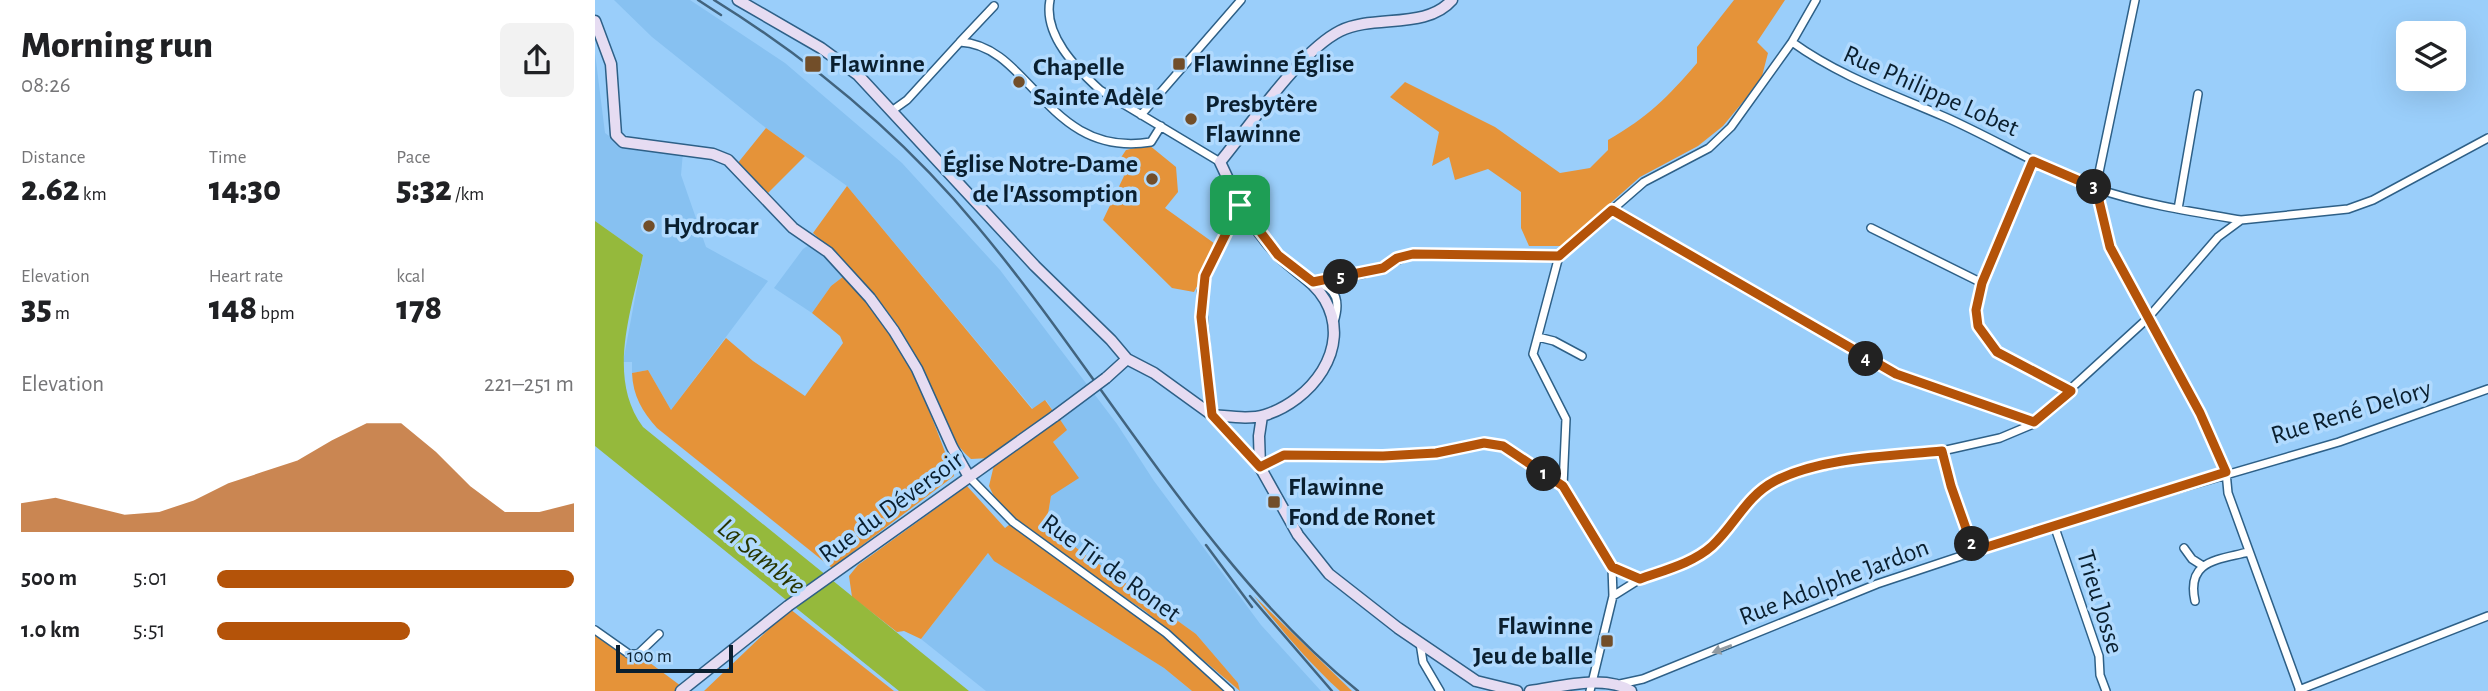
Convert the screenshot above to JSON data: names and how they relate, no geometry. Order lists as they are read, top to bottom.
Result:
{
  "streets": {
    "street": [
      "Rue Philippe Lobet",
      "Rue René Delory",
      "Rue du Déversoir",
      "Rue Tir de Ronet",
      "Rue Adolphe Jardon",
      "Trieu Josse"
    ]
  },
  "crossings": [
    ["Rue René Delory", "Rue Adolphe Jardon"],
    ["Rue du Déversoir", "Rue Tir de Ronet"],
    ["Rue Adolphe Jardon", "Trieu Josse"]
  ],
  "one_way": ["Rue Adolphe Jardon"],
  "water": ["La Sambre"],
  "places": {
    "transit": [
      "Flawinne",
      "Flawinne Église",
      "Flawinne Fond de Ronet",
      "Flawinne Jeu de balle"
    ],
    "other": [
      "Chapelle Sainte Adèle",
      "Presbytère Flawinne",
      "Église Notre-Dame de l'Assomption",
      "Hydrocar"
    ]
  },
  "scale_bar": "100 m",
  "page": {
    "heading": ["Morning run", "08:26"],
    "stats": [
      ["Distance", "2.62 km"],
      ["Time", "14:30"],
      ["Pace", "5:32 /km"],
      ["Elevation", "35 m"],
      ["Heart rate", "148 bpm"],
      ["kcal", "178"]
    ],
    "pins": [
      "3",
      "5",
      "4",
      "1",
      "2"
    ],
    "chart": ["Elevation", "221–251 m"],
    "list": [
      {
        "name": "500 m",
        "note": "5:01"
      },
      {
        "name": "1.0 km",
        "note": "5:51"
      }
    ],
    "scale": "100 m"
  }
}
______
• **Work instruction**: For every line in the entries above that contains "Delory", add one to a count, and give that number by itself.

• **Result of this exercise**: 2